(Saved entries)
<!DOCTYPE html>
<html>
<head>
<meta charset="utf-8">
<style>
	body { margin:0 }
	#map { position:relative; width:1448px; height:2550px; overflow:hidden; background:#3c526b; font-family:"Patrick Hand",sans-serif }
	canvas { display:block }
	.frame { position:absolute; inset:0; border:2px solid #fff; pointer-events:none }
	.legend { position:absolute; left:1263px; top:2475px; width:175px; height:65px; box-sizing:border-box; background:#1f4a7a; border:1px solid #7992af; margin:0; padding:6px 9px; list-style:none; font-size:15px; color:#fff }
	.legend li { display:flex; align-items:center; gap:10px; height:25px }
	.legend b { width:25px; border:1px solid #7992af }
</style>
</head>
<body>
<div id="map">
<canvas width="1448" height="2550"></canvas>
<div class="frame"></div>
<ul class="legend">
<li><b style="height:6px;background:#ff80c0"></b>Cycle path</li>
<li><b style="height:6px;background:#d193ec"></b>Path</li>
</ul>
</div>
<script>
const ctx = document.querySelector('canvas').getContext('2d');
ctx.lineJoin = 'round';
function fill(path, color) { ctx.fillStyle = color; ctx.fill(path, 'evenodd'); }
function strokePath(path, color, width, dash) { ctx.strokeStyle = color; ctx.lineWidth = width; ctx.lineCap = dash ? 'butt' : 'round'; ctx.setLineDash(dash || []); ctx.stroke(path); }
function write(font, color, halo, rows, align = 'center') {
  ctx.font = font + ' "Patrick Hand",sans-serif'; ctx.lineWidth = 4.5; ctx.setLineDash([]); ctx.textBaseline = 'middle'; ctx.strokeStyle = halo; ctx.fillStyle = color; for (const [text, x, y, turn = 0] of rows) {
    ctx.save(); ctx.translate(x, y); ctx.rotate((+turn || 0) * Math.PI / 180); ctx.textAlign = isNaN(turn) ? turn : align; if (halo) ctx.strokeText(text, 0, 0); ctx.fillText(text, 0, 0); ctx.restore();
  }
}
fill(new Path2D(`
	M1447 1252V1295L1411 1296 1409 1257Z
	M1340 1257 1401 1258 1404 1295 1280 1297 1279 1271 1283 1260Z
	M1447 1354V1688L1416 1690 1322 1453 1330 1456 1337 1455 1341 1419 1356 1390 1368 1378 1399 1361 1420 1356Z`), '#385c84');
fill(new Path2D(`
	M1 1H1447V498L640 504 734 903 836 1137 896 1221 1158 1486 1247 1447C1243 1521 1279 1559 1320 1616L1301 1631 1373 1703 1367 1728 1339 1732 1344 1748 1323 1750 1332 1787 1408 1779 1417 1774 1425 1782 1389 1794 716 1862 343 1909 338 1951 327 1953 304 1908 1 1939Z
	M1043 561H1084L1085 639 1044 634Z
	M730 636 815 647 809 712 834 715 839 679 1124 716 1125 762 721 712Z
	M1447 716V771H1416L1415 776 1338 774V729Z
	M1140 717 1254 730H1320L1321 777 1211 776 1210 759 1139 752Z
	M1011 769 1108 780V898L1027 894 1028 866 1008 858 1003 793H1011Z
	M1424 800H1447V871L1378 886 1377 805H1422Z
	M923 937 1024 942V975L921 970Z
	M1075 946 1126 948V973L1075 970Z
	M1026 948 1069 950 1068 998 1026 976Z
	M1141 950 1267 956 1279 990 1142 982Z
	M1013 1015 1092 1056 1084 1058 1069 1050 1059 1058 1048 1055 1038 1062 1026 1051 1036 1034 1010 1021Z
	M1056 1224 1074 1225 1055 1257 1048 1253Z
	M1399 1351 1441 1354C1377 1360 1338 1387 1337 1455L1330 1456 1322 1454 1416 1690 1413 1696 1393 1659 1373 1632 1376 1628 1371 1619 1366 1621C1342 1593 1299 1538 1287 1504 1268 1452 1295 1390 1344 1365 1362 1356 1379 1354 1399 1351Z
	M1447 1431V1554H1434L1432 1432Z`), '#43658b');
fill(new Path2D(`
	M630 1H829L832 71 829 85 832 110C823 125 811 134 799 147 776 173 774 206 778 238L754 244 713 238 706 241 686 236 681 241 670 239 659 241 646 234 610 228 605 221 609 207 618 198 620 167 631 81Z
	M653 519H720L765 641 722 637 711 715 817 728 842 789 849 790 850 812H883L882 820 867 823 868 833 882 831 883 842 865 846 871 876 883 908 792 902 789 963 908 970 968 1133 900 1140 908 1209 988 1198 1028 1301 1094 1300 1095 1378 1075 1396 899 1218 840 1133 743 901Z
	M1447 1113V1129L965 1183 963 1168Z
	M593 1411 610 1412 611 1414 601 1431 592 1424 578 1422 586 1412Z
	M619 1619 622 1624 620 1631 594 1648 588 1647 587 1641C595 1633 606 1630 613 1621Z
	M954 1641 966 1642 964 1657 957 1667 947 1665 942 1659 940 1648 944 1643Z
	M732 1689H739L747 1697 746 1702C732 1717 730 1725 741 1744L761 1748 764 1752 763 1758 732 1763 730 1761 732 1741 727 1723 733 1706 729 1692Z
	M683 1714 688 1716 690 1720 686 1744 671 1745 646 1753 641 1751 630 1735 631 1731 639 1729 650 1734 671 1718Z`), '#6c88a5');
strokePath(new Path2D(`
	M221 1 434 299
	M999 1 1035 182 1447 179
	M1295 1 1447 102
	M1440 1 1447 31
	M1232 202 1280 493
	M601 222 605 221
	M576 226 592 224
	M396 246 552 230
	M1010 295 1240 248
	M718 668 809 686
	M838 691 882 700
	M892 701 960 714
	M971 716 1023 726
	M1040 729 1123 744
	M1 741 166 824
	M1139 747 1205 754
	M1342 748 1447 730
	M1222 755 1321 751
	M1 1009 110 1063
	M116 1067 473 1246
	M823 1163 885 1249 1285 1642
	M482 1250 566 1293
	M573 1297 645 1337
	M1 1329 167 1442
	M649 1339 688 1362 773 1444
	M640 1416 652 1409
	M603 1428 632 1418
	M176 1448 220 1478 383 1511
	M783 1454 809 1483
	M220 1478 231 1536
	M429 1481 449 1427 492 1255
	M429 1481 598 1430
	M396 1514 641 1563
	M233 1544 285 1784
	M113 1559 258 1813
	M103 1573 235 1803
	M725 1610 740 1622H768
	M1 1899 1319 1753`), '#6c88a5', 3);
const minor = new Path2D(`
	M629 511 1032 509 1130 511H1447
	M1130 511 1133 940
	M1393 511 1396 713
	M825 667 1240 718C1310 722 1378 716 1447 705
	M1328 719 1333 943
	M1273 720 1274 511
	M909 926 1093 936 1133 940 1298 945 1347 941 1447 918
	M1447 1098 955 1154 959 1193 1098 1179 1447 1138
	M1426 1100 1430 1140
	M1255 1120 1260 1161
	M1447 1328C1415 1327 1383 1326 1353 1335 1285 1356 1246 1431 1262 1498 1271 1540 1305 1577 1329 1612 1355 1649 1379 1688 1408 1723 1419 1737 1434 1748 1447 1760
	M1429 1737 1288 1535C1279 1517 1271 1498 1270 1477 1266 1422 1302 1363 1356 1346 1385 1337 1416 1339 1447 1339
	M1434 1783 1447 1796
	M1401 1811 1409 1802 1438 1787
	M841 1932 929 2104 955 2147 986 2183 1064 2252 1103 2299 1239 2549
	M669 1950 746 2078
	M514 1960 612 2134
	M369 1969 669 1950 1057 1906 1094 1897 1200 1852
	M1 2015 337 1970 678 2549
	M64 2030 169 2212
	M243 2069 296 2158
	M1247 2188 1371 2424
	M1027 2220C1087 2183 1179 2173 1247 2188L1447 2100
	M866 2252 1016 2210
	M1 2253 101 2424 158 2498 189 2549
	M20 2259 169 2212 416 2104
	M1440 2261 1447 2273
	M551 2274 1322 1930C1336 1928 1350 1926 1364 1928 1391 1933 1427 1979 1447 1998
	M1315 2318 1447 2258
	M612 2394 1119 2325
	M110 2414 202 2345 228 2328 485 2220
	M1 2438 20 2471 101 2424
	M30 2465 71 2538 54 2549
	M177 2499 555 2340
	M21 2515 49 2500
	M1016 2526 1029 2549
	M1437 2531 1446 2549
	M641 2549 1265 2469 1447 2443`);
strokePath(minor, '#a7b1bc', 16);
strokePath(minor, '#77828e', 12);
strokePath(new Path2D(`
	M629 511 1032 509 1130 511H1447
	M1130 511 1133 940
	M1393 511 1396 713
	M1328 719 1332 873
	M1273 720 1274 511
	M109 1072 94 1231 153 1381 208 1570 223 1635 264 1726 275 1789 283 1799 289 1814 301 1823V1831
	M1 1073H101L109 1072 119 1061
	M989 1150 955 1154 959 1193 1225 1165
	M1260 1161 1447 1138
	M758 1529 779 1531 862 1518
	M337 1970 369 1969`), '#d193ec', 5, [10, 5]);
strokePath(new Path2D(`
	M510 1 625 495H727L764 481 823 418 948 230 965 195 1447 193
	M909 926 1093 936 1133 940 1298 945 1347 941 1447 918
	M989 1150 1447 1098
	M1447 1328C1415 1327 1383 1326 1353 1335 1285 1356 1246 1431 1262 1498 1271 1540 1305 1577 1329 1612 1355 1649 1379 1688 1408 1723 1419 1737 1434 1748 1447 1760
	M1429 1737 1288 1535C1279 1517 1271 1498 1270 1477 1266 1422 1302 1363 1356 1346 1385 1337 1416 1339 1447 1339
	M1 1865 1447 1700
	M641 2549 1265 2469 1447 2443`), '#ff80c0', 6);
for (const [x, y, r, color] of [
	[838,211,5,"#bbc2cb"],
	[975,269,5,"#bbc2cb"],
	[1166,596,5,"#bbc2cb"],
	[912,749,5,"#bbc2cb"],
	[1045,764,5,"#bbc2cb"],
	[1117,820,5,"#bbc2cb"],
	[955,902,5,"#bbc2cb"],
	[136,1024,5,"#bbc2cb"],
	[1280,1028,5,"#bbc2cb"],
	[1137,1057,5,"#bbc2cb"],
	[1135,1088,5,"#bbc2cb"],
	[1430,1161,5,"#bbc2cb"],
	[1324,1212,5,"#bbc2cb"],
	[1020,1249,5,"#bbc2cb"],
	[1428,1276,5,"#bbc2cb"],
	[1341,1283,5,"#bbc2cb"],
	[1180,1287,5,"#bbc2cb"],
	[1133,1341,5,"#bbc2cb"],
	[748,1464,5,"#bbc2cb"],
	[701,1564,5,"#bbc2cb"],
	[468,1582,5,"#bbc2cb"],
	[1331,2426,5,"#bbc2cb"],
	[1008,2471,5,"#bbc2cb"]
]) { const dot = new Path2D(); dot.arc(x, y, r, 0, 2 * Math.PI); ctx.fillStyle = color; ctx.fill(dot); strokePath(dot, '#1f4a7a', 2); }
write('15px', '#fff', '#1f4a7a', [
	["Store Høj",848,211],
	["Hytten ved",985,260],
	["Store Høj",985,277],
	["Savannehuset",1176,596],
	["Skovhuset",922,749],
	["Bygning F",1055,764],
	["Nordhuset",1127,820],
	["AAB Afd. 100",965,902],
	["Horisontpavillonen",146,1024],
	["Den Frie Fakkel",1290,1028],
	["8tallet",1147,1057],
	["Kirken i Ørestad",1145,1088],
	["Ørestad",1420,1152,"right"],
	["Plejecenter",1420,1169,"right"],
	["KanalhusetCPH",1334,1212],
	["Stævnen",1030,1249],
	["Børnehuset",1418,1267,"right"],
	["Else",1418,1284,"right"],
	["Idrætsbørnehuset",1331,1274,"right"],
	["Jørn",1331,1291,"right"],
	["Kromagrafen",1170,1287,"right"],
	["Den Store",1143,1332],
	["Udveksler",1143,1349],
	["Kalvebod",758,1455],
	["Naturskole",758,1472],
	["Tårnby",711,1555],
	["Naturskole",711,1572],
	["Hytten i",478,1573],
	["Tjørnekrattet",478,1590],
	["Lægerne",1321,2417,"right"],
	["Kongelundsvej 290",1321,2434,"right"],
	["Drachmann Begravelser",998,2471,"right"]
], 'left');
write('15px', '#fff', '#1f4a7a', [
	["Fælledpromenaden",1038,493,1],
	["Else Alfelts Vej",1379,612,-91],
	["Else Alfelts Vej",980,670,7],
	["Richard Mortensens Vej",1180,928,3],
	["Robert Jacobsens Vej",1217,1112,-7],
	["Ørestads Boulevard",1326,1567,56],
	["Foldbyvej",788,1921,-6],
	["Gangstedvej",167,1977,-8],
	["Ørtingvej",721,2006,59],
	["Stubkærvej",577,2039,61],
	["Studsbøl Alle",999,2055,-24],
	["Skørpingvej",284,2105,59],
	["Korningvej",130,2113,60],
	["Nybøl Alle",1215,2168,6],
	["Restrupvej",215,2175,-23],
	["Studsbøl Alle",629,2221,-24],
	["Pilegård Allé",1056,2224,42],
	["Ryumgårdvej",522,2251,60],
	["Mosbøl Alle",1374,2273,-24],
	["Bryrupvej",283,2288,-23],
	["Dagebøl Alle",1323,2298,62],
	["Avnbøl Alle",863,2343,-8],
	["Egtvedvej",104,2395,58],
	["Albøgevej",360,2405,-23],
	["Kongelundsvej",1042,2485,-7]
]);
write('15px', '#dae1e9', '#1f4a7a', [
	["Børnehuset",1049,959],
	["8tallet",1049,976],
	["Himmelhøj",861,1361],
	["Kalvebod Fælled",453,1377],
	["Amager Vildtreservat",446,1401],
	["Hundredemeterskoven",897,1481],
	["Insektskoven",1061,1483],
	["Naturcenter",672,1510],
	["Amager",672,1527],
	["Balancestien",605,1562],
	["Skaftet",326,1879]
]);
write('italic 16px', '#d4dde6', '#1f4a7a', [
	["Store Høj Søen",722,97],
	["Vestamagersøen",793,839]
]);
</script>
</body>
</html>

Aim of the task
Read each line of the data and count the ones that include "lineWidth", answering with the number alone.

Result
2